§ **WHAT YOU ARE ASKED TO DO**:
Using the listing below, keep only the lines with the word "content" and copy them.

§ **DATA FOR REVIEW**:
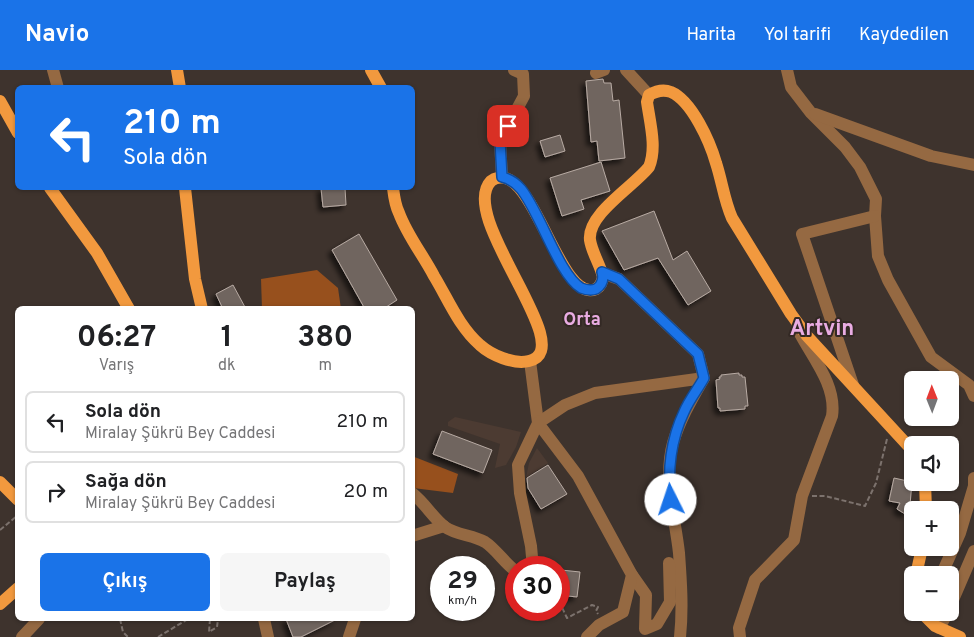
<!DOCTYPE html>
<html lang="tr">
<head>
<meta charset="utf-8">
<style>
	body { margin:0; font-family:Overpass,sans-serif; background:#f6f6f6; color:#202124; height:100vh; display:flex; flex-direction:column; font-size:19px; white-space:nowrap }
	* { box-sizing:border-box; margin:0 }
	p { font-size:16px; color:#757577 }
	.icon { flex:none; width:28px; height:28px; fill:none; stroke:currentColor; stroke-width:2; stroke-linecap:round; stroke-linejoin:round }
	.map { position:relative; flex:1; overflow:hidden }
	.drawer { position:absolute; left:15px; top:236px; width:400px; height:315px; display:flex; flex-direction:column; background:#fff; border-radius:8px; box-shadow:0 1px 4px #0004 }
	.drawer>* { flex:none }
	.hud { position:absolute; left:15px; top:15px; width:400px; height:105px; border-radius:8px; box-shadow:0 1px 4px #0004; background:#1a73e8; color:#fff; overflow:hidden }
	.needle { width:32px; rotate:359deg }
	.buttons { position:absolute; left:904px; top:301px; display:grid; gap:10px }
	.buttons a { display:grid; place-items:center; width:55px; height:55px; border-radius:8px; background:#fff; box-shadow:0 1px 4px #0004; font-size:25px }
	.speed { position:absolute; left:430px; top:486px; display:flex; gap:10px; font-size:25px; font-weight:700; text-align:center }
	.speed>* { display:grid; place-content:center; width:65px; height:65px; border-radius:50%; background:#fff; box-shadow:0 1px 4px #0004; line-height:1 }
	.speed small { font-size:12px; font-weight:400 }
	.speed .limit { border:8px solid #d22; background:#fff; color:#111 }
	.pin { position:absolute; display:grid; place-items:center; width:42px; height:42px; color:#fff; margin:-21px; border-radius:10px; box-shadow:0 2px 8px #0006 }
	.me { position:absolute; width:55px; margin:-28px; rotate:356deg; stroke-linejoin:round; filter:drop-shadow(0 0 4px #0008) }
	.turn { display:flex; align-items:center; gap:18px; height:105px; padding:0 25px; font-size:22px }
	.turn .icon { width:65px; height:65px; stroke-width:2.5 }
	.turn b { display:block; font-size:35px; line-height:42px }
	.eta { display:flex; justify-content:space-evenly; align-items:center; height:85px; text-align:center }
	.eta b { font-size:30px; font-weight:700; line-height:35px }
	.primary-button { display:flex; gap:10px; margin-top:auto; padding:10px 25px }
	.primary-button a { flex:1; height:58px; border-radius:8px; background:#1a73e8; color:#fff; font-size:20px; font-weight:700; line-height:58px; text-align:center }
	.primary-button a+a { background:#f6f6f6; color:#202124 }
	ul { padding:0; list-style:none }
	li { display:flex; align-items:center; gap:15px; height:62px; margin:0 10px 8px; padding:0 15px; border:2px solid #e0e0e0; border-radius:8px }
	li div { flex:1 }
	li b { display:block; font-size:19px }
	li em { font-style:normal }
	header { display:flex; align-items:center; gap:30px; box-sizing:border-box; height:70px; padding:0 25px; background:#1a73e8; color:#fff }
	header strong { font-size:24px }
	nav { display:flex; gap:28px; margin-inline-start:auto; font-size:18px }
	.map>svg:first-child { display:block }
	.built { fill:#4c3b32 }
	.forest { fill:#97501d }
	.building { fill:#70655e; stroke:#b8aba4; filter:url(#shadow) }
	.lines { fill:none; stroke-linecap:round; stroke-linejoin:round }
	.path { stroke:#7c726d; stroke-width:2; stroke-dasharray:5 2.5; stroke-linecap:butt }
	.minor { stroke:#956942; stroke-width:12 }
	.major { stroke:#f2993e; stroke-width:12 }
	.route-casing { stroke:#114b97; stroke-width:12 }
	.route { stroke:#1a73e8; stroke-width:9 }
	.labels { text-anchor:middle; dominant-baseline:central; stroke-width:4; stroke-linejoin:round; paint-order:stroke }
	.district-label { font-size:18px; font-weight:bold; fill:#e9ace2; stroke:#332924 }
	.town-label { font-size:22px; font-weight:bold; fill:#e9ace2; stroke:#332924 }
</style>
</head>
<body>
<header>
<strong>Navio</strong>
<nav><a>Harita</a><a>Yol tarifi</a><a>Kaydedilen</a></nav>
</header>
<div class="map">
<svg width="974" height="567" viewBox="0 0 974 567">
	<defs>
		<filter id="shadow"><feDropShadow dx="-4" dy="4" stdDeviation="2.5" flood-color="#0009"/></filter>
	</defs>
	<rect width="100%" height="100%" fill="#3e332d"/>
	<g class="built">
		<polygon points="455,347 521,362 516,377 506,395 495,398 500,374 448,356 448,352"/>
		<polygon points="537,378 548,393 526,408 529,393"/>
	</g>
	<g class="forest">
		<polygon points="317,200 338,218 341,239 262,239 261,209"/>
		<polygon points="412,386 458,404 453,423 413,418"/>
	</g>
	<g class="building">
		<polygon points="603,9 604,13 611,13 613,31 619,30 625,88 599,91 597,71 591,72 586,11"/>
		<polygon points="560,65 565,81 545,87 540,71"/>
		<polygon points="601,92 610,121 581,130 584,139 562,146 550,108"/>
		<polygon points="321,118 345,118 346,135 323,137"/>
		<polygon points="654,141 673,190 687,181 711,221 688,235 658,188 624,200 602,161"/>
		<polygon points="359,164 397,230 383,239 365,239 332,180"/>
		<polygon points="233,215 246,239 223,239 216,224"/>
		<polygon points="739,303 739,305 742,305 742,307 745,307 748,336 745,336 745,339 720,341 720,338 718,338 716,310 720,309 719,307 721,307 721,305"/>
		<polygon points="442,361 492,380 483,403 433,384"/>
		<polygon points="548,395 567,424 541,439 528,418 527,408"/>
		<polygon points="894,408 912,412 910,435 905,444 897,439 900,433 889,431"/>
		<polygon points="561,500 580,502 577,527 559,525"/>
		<polygon points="286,549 337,549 301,567 293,567"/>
	</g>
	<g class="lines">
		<g class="path">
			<polyline points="812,426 825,426 865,436 876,413 887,369"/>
			<polyline points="0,460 18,445"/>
			<polyline points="559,531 567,548 592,535 598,537 596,541 598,544"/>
			<polyline points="120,549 123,562 128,567"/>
			<polyline points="210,549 209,562 217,557 218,549"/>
			<polyline points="158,567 188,549"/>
		</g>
		<g class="minor">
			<polyline points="53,0 58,18"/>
			<polyline points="626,0 649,25"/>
			<polyline points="787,0 791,17 811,43 845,77 860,97 876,129 875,146 878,186 888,210 931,287 969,315 974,326"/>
			<polyline points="596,3 604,0"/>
			<polyline points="815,44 931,86 974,95"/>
			<polyline points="502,107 500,71 524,26 523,4 514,0"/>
			<path d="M602 203 619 209 698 284 704 308C692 329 680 349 673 373 663 410 675 446 679 483 681 511 683 539 680 567"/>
			<polyline points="530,291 538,353 518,395 520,423 531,476 533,498"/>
			<polyline points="853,315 802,164 875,146"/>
			<path d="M412 423C425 433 433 448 445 457 456 465 473 465 485 472 496 479 507 496 516 501"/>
			<polyline points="412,466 444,456"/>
			<polyline points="632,505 646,525 645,559 657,554 670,532 669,493"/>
			<polyline points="944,505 944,499 960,463 974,416 974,408"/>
			<polyline points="950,537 974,481"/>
			<polyline points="264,549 268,567"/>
			<polyline points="939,558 948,542"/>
			<polyline points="22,567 39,549"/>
			<polyline points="349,567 355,549"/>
			<polyline points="587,567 599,555 623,542 632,505 578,406 538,353 565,335 595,323 704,308"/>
			<path d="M740 567 739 558 755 510 794 470 802 426 832 346C837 314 810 285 797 258"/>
		</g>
		<g class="major">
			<polyline points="177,0 180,18"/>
			<polyline points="371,0 381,18"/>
			<polyline points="0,31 18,63"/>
			<polyline points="50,118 97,183 129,239"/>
			<polyline points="185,118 195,209 202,239"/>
			<path d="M393 118C394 126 395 135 399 143 407 165 423 185 434 206 448 229 459 257 480 275 491 285 514 295 529 291 581 279 456 147 491 111 495 108 501 107 505 108 538 116 563 234 596 219 601 216 602 212 603 207 600 194 592 183 590 170 587 144 633 117 649 97 657 78 650 53 647 32L649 25C656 21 663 19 671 22 692 31 710 72 716 93 722 111 724 130 732 148L791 244 807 266 912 380"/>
			<polyline points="0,412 18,430"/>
			<polyline points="925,412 926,440"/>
			<polyline points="916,505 922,478"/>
			<polyline points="0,534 18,518"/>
			<polyline points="921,542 935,556 960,567"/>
		</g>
	</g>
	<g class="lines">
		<g class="route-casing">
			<path id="route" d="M508 56 500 71 502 107C510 109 516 113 521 119 540 142 559 205 581 218 586 220 591 221 596 219 602 215 604 209 602 202L619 209 698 284 704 308C698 319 689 330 684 342 671 369 667 401 671 430"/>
		</g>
		<use href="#route" class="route"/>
	</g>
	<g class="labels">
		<g class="district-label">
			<text x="582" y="250">Orta</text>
		</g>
		<g class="town-label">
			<text x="822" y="259">Artvin</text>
		</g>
	</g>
</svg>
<div class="buttons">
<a><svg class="needle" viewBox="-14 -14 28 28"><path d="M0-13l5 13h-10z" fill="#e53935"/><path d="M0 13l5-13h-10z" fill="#757577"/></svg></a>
<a><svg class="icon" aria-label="sound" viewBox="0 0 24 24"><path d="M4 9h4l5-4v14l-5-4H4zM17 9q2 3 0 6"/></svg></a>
<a>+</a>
<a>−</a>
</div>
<div class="speed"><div>29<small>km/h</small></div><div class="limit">30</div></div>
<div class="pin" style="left:508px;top:56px;background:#d93025"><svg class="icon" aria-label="arrive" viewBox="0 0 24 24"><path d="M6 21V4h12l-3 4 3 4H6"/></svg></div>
<svg class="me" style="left:671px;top:430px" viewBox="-20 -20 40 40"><circle r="19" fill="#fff"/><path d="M0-13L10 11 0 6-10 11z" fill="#1a73e8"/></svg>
<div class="hud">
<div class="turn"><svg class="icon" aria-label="left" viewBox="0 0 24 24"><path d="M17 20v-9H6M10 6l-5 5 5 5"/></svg><div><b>210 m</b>Sola dön</div></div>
</div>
<section class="drawer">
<div class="eta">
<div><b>06:27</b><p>Varış</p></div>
<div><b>1</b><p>dk</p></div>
<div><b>380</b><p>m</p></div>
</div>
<ul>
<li><svg class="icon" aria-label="left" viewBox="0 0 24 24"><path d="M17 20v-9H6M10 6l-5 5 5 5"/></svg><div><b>Sola dön</b><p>Miralay Şükrü Bey Caddesi</p></div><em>210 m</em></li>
<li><svg class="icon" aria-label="right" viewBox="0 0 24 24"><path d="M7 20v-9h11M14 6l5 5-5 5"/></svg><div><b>Sağa dön</b><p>Miralay Şükrü Bey Caddesi</p></div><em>20 m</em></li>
</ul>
<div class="primary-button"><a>Çıkış</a><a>Paylaş</a></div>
</section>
</div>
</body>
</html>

§ **SOLVED EXERCISE**:
	.speed>* { display:grid; place-content:center; width:65px; height:65px; border-radius:50%; background:#fff; box-shadow:0 1px 4px #0004; line-height:1 }
	.eta { display:flex; justify-content:space-evenly; align-items:center; height:85px; text-align:center }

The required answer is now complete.